Dalla valigia dell’avvocato spuntano le vite dei pittori naïve
Ci guardano da dentro una valigia, appena socchiusa. Hanno alzato il coperchio: una popolazione immensa. Bambini, donne, uomini; con occhiali, con cappello, con cravatta. Quanti saranno dentro il contenitore disegnato da Franco Matticchio? Difficile dirlo, perché appena finito di contare ce ne sono altri ancora. L'autore, Alfredo Gianolio, è un avvocato di Reggio Emilia, avvocato delle cause perse, nato a Suzzara, al di là del Po, in provincia di Mantova. Ha conosciuto Cesare Zavattini parecchi anni fa e collaborato con lui. Nel corso del tempo ha raccolto con il registratore le storie di vita dei pittori naïve, ma anche di altri che non lo sono. Quindi le ha trascritte. Il volume comprende 37 racconti, tutti straordinari, che compongono Vite sbobinate e altre vite. Leggendoli si ride, si piange, ci si commuove, ci s'intristisce, ci si rallegra, si pensa molto, si ripensa alla propria vita, e a quella degli altri. Ci s'immagina tutte queste vite di miseria (non tutte, ma molte), piene di magie, cose incomprensibili, fantasie e desideri. Sono introdotte da un breve ritratto di Gianolio, che racconta in poche righe le loro vicende: luogo di nascita o provenienza, lavoro, attività, se pittori o scultori, il mestiere che fanno per campare, figli, mogli, fallimenti e riuscite. Un intero universo passa sotto i nostri occhi. Siamo noi che osserviamo queste vite o, come nel disegno di Matticchio, sono invece loro a guardarci? Entrambe le cose. Ma non è solo ciò che raccontano ad affascinare. Sono le parole, il linguaggio che usano. Vengono in mente gli scrittori irregolari degli anni settanta, le storie di Gianni Gelati in “Narratori delle pianure”, un capolavoro letterario, e non solo. Come dice Zavattini nel testo conclusivo, che è un po' la guida del lavoro dell'avvocato di Reggio Emilia, questi pittori (artisti della vita) scrivono senza saper scrivere, così come hanno dipinto senza saper dipingere.

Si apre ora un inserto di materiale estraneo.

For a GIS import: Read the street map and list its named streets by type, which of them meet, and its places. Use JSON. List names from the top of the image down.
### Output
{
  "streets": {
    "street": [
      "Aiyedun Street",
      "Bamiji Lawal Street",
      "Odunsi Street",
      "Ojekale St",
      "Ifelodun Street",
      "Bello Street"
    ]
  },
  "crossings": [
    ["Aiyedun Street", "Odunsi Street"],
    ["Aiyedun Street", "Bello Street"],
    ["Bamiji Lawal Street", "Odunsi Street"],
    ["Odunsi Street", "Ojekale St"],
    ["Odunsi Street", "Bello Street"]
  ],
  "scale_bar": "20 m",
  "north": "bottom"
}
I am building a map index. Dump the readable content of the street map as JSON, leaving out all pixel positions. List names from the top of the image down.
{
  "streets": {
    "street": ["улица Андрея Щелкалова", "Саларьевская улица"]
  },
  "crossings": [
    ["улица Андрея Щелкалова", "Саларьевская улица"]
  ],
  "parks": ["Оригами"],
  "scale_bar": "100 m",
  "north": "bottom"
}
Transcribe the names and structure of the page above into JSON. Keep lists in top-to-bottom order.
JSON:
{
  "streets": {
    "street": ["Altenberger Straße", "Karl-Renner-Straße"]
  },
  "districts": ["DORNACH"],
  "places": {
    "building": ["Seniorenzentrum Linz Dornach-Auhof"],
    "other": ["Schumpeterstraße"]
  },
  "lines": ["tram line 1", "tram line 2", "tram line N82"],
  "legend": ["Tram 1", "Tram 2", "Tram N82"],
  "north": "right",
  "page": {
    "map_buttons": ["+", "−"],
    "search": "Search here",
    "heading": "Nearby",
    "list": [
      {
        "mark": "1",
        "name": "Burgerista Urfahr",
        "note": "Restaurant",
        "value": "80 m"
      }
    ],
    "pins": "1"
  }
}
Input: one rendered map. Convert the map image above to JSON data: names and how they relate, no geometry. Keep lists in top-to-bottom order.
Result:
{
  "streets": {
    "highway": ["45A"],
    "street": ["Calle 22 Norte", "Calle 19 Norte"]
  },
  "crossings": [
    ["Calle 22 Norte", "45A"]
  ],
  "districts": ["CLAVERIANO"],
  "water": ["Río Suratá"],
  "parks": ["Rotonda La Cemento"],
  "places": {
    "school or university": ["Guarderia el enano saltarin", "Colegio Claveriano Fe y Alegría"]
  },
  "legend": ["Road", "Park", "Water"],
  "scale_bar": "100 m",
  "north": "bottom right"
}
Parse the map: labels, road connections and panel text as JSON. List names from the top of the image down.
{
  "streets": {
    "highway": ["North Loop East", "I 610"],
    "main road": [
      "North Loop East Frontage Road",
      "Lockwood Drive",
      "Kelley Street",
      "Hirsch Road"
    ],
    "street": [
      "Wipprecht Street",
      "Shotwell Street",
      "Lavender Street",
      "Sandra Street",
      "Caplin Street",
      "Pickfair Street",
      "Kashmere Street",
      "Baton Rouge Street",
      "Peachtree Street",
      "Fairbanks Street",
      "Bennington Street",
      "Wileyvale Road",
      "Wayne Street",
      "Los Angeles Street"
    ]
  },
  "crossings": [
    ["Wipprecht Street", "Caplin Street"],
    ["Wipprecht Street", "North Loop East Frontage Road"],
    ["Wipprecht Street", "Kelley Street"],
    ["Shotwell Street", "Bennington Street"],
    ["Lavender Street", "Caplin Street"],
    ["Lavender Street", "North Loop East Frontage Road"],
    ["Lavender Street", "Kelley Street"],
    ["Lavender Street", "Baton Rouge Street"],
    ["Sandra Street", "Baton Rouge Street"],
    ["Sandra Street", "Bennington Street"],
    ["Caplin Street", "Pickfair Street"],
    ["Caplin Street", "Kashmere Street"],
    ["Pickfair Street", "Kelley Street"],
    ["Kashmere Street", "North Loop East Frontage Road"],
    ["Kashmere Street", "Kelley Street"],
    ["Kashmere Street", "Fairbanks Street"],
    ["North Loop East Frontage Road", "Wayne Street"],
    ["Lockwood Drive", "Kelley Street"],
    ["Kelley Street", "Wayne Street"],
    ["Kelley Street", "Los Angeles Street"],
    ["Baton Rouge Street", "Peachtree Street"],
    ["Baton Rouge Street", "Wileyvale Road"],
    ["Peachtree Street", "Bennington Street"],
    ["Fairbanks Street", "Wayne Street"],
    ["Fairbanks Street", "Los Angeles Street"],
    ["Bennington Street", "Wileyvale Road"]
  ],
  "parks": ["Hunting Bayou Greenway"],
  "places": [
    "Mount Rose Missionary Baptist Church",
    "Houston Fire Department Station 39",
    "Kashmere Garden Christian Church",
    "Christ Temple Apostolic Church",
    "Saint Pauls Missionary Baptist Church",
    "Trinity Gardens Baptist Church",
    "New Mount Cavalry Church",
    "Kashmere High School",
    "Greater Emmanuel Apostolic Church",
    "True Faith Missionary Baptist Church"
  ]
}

Questo volume dovrebbe essere un libro di testo nelle classi superiori, anzi nei Licei, nel Classico in particolare, perché qui si capisce cosa è la letteratura, quella che si fa senza pensare di farla, la prosa della vita, la voce dei narratori orali, che sgorga spontanea. Sia lode ad Alfredo Gianolio trascrittore, custode di queste vite. La speranza è che non si chiuda mai la valigia di Matticchio, perché queste storie alimentano la linfa del racconto più di tanti romanzi industriali (rubo l'espressione da Celati e la faccio mia).